[Extracted records]
++++++++

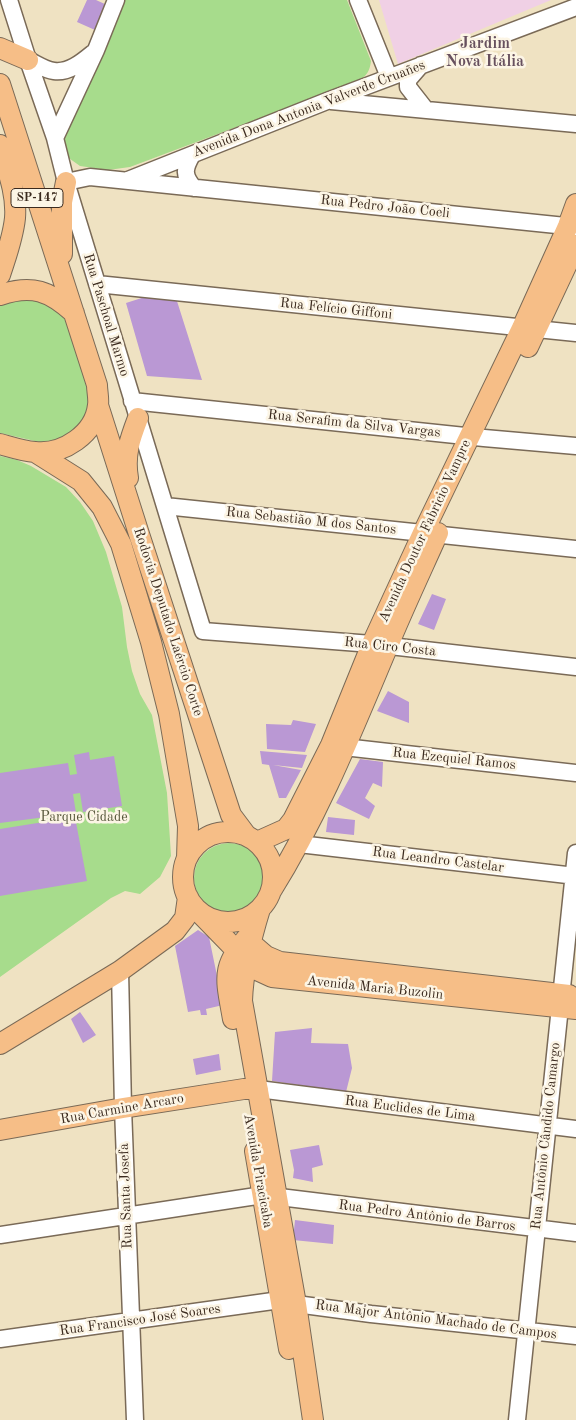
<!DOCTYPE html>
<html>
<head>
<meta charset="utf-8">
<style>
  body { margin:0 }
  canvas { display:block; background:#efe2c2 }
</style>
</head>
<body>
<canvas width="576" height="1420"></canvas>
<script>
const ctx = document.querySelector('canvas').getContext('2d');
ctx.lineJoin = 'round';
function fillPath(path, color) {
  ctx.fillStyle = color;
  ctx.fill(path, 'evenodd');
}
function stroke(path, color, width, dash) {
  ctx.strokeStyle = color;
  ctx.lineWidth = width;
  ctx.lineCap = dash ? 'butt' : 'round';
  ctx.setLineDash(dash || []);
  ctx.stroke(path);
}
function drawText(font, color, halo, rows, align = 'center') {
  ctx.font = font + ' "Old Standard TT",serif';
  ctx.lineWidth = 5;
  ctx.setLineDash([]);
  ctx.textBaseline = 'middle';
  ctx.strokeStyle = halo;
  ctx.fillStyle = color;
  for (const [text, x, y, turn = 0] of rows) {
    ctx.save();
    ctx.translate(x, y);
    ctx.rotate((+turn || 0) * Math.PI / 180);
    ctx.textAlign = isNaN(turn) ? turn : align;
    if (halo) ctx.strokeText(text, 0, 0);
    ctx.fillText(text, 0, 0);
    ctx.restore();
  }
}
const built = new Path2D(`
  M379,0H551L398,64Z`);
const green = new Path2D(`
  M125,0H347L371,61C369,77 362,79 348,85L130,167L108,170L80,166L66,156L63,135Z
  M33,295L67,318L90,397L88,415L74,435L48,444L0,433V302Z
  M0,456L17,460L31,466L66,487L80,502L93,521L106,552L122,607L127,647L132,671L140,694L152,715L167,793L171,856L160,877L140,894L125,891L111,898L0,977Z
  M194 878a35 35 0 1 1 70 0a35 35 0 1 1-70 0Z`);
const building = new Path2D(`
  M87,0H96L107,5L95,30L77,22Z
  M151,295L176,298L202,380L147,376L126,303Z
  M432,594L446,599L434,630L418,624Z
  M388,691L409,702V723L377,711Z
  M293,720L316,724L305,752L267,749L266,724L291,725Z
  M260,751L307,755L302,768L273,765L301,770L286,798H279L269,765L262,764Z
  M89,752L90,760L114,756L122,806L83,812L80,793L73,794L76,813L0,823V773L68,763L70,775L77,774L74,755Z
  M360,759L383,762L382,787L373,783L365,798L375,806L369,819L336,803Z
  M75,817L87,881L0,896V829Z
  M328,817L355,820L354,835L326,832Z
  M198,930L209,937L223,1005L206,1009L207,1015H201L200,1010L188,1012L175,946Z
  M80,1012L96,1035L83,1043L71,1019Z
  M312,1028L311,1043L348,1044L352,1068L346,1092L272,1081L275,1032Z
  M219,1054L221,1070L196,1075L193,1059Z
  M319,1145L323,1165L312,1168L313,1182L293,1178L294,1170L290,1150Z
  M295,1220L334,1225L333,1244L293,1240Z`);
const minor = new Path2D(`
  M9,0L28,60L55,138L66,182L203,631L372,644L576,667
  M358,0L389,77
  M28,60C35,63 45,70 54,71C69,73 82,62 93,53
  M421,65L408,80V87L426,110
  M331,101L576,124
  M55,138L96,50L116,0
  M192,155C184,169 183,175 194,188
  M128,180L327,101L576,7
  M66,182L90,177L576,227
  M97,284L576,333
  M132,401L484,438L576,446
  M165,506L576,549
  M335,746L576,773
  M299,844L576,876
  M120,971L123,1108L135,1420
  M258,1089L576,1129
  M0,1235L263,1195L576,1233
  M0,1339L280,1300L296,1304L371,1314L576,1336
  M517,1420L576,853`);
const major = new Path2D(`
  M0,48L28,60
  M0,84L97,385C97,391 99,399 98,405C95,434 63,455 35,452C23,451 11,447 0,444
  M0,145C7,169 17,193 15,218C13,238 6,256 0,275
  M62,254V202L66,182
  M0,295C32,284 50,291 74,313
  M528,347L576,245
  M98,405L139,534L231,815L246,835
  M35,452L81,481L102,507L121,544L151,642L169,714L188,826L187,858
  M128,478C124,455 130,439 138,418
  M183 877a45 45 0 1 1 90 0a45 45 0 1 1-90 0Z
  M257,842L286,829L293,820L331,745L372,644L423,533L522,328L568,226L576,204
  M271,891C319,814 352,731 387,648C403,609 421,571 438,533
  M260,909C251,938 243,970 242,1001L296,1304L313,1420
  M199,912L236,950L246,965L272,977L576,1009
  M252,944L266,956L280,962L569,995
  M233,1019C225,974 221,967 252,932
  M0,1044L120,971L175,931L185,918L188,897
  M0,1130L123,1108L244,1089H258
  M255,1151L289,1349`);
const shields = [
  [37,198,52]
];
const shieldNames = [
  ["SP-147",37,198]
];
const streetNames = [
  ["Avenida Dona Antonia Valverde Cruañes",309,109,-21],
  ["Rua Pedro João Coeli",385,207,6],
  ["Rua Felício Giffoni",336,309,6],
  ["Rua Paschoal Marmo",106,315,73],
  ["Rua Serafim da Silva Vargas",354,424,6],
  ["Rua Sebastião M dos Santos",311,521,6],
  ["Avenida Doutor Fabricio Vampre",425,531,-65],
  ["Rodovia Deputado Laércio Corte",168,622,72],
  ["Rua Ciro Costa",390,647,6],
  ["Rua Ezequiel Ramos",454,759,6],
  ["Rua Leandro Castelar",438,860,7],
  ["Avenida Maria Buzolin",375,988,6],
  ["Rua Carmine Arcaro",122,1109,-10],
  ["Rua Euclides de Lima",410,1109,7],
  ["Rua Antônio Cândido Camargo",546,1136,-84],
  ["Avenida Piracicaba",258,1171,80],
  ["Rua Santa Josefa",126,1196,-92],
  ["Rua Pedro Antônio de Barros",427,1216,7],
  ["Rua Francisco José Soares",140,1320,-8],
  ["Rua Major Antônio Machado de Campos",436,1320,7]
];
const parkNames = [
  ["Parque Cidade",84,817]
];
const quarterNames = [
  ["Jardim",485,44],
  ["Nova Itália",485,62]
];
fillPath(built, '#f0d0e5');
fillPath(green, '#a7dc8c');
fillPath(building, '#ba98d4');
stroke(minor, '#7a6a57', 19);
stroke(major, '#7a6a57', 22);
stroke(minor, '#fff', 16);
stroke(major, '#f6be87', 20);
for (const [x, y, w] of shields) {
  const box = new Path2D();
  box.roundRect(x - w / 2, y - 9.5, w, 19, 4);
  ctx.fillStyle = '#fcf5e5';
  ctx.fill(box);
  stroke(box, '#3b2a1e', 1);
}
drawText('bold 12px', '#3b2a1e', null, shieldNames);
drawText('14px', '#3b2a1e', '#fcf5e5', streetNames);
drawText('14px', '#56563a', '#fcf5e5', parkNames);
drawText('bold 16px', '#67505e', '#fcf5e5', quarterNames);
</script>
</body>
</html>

++++++++

Taking the entries as a whole, work out how many lines contain the string "setLineDash". Respond with only the number.

* _Response area_: 2